Hum Reprod. 1994 Jun;9(6):1112-8. doi: 10.1093/oxfordjournals.humrep.a138642.

Abstract

Ovulation induction alone, and ovulation induction in conjunction with one of four assisted procreation methods [intra-uterine insemination (IUI), intra-peritoneal insemination (IPI), gamete intra-Fallopian transfer (GIFT) or in-vitro fertilization (IVF)] were tested as a treatment for male infertility in a prospective randomized trial. The trial when completed had generated data on 499 cycles from 346 patients. There was overwhelming evidence that some form of assisted procreation was beneficial, when compared to the spontaneous natural conception rate, which is generally assumed to be between 0.01 and 0.02 for male infertility.
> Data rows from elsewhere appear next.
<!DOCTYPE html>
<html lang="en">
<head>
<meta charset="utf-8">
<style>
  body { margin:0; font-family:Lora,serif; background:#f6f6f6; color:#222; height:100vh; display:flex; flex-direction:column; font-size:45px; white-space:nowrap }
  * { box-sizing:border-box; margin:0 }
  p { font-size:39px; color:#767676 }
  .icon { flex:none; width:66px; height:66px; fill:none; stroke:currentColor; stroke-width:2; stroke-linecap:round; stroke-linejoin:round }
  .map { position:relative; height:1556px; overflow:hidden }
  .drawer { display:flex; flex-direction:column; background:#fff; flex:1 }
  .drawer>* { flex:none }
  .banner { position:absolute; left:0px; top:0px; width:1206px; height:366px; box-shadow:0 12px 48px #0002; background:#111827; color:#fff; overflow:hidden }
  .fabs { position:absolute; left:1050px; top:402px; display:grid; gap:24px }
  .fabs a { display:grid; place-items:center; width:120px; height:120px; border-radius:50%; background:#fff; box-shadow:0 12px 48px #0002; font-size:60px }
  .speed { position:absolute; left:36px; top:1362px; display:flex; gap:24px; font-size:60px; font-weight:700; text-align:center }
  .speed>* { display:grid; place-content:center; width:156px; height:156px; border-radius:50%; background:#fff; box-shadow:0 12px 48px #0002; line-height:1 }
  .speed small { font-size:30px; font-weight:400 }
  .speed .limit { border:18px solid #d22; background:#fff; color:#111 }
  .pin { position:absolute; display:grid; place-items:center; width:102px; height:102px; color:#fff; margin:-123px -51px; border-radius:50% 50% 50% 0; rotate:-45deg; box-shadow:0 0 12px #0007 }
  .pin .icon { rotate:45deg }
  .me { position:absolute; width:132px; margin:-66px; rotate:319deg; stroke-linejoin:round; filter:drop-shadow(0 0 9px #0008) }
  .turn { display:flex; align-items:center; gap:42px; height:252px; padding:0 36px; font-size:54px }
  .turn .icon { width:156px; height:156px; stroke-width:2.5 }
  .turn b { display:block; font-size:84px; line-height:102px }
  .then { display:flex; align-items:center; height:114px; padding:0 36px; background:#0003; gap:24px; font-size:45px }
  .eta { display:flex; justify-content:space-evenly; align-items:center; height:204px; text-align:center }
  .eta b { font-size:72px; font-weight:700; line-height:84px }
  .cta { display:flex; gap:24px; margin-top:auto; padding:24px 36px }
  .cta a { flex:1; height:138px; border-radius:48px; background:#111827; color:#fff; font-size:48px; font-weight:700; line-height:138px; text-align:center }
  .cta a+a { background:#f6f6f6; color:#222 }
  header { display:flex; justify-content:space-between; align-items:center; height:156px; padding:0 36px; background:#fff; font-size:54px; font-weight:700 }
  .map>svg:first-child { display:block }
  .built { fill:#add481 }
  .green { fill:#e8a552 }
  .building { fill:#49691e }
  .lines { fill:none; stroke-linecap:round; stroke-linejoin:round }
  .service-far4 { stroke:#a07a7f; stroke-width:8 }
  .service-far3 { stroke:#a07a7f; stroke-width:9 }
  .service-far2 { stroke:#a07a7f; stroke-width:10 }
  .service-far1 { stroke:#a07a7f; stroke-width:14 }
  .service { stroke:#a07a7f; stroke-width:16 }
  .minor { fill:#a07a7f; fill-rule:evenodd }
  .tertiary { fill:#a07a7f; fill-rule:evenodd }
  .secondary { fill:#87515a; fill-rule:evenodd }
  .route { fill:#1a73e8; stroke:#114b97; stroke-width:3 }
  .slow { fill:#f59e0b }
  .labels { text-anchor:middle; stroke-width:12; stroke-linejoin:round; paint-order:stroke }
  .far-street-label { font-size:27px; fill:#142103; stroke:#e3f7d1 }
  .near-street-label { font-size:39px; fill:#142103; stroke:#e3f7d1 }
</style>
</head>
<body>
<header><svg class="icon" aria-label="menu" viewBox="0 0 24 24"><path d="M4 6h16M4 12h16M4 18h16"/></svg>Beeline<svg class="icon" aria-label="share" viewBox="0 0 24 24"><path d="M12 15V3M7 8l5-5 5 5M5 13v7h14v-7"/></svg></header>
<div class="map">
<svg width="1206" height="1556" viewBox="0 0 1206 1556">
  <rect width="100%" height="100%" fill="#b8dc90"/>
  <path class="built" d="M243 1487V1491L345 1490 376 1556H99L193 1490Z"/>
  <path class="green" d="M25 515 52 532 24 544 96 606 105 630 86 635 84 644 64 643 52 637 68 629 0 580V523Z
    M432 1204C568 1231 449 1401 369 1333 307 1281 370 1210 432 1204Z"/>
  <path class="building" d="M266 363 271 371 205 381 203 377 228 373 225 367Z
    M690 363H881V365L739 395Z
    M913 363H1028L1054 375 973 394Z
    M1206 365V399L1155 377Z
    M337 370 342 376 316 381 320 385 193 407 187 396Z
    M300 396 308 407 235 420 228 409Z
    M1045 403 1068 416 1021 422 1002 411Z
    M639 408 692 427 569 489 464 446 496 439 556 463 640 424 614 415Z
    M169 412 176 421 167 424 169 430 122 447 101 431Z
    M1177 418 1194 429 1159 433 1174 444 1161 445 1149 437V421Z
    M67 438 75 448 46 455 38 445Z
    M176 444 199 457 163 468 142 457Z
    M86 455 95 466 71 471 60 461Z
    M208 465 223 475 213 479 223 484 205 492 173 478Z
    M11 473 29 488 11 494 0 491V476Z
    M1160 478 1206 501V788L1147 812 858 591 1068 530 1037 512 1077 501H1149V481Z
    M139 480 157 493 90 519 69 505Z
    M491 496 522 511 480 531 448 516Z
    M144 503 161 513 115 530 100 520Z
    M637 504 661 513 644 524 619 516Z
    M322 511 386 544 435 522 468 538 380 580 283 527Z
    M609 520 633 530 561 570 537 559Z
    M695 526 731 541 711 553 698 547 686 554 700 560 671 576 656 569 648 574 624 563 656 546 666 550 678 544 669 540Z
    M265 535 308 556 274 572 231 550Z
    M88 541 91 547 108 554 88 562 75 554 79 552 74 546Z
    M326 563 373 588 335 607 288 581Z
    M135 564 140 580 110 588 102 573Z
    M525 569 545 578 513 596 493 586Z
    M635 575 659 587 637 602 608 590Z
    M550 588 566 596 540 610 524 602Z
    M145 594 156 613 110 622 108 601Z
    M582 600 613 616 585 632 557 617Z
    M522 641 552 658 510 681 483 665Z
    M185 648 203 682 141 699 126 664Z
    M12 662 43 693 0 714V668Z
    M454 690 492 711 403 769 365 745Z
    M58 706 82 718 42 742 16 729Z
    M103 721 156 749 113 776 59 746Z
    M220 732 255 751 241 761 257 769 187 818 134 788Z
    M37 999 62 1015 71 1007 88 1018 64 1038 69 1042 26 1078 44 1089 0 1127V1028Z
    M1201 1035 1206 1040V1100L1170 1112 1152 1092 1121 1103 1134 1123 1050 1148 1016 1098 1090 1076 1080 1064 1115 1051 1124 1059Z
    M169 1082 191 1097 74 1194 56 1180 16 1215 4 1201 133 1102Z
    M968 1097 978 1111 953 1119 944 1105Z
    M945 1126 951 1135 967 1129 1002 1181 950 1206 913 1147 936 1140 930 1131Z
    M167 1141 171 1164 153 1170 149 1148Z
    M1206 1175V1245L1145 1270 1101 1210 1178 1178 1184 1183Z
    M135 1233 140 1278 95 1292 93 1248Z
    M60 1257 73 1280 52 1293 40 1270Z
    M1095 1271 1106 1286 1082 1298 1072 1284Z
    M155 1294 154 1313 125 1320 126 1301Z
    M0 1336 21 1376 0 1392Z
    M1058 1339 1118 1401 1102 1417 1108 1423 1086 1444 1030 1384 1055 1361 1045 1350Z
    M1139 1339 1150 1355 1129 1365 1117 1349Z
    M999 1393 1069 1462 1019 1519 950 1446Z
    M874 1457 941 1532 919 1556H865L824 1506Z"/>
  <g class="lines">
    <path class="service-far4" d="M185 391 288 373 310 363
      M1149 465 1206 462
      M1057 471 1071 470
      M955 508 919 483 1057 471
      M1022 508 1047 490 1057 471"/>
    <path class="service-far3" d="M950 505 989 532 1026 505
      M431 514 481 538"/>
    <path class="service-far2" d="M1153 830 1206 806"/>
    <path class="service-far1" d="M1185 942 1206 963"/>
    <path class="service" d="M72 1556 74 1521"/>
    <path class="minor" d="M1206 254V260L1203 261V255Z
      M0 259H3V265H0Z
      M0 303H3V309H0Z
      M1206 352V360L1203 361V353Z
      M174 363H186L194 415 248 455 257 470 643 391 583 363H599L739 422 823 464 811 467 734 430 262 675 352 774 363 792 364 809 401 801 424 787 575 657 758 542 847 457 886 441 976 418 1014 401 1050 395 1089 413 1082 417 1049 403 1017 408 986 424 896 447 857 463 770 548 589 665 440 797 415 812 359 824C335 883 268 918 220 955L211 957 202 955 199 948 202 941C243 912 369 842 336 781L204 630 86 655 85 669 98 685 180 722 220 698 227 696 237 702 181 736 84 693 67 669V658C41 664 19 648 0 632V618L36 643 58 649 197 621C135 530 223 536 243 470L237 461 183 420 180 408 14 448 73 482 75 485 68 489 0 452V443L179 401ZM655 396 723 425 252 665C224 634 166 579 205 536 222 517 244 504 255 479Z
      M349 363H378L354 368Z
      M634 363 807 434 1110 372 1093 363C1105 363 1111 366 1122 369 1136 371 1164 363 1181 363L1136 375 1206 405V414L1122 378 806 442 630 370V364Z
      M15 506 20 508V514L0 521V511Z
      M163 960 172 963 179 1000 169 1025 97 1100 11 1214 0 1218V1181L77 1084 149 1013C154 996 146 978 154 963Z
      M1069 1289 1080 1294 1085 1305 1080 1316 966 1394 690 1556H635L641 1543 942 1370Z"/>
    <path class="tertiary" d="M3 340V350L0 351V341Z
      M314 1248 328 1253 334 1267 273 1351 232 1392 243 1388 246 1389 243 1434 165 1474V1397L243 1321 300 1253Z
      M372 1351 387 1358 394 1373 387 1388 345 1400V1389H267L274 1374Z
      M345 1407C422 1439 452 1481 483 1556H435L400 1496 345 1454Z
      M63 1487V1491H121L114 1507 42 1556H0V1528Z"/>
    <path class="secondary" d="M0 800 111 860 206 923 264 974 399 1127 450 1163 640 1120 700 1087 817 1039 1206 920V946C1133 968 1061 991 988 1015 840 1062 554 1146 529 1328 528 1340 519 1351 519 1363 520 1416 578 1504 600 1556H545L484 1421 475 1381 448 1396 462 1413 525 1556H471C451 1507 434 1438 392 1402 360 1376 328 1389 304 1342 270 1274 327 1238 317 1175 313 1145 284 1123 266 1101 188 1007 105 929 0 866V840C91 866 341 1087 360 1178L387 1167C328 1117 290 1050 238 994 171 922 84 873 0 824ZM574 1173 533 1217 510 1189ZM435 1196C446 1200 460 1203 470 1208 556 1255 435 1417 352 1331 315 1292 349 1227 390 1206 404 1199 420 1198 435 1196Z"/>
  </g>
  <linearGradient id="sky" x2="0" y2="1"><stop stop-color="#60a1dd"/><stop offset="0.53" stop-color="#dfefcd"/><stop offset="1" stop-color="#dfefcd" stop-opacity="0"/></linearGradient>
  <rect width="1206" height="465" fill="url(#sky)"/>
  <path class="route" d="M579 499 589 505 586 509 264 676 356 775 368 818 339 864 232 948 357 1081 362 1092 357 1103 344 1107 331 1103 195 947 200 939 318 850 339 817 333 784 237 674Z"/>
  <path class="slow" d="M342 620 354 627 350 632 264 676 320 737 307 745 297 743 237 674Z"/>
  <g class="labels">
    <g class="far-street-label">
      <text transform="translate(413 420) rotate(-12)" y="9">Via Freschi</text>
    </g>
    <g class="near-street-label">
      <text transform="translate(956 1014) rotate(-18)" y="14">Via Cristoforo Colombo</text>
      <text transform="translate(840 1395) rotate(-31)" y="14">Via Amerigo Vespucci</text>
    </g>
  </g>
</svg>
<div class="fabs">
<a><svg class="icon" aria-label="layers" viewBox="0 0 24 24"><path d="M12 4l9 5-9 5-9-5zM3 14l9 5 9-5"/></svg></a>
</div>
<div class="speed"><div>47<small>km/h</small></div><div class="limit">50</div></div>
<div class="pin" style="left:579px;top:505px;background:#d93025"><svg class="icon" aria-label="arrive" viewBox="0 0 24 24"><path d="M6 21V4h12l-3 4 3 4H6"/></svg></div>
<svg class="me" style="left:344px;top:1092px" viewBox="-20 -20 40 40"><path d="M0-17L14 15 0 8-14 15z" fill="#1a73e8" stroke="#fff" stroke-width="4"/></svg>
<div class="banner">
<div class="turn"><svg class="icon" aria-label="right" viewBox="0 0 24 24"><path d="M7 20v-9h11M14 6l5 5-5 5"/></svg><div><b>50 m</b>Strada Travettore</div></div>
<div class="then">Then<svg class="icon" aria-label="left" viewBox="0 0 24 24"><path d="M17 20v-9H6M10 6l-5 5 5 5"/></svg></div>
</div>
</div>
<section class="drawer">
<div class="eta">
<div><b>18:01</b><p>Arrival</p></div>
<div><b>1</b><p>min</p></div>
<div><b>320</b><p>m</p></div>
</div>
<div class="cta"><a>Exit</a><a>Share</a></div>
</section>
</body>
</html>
There was also firm evidence that IUI, GIFT or IVF (mean per cycle pregnancy rate 0.212) were superior to the remaining two treatments of IPI and ovulation induction alone (mean per cycle pregnancy rate 0.068). Duration of infertility and a diagnosis of endometriosis were the most important (adverse) pre-treatment factors detected.

摘要

在一项前瞻性随机试验中,对单独进行促排卵以及将促排卵与四种辅助生殖方法之一(宫内人工授精(IUI)、腹腔内人工授精(IPI)、配子输卵管内移植(GIFT)或体外受精(IVF))相结合作为男性不育症的治疗方法进行了测试。试验完成时,已收集了346例患者499个周期的数据。与自然受孕率相比,有压倒性的证据表明某种形式的辅助生殖是有益的,男性不育症的自然受孕率通常假定在0.01至0.02之间。也有确凿的证据表明,IUI、GIFT或IVF(每个周期平均妊娠率0.212)优于IPI和单独促排卵这两种剩余治疗方法(每个周期平均妊娠率0.068)。不育持续时间和子宫内膜异位症诊断是检测到的最重要的(不利)治疗前因素。